WHAT THIS TASK INVOLVES:
Search the data below for "read"; list each line that holds it.

Content starts

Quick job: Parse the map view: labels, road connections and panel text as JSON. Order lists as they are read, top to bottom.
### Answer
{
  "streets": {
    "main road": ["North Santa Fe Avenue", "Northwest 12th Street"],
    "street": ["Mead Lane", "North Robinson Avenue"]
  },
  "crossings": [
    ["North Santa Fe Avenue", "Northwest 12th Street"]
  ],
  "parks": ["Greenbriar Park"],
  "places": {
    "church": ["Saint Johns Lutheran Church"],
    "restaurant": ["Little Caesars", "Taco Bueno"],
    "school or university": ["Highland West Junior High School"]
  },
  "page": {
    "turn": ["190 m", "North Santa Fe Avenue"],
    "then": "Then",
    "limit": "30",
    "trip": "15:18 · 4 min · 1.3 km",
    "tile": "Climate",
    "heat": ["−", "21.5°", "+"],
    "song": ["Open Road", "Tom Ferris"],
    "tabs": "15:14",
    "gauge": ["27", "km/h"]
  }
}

Content ends
Content starts

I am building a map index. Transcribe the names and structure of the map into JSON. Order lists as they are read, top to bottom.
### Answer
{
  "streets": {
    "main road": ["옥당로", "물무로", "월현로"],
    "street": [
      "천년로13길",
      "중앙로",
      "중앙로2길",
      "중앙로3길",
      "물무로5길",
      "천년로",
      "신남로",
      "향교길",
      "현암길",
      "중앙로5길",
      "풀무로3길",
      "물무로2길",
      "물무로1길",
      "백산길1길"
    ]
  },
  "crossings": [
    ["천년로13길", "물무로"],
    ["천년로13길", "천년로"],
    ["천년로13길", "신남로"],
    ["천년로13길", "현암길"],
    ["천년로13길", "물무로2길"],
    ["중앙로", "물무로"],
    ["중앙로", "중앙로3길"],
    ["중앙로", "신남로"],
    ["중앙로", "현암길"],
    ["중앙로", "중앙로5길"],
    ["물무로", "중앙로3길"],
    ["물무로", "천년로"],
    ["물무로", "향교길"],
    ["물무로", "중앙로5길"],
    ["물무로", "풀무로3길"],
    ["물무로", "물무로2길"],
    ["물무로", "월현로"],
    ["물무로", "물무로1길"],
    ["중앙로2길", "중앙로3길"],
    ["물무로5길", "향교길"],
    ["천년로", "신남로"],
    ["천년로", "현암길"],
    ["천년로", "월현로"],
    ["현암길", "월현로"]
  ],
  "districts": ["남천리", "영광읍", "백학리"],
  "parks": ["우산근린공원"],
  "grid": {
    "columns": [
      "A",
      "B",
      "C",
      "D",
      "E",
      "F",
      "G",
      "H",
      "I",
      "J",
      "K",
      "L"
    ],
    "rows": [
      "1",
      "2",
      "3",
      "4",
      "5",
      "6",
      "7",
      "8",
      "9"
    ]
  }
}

Content ends

SOLVED PROBLEM:
Quick job: Parse the map view: labels, road connections and panel text as JSON. Order lists as they are read, top to bottom.
I am building a map index. Transcribe the names and structure of the map into JSON. Order lists as they are read, top to bottom.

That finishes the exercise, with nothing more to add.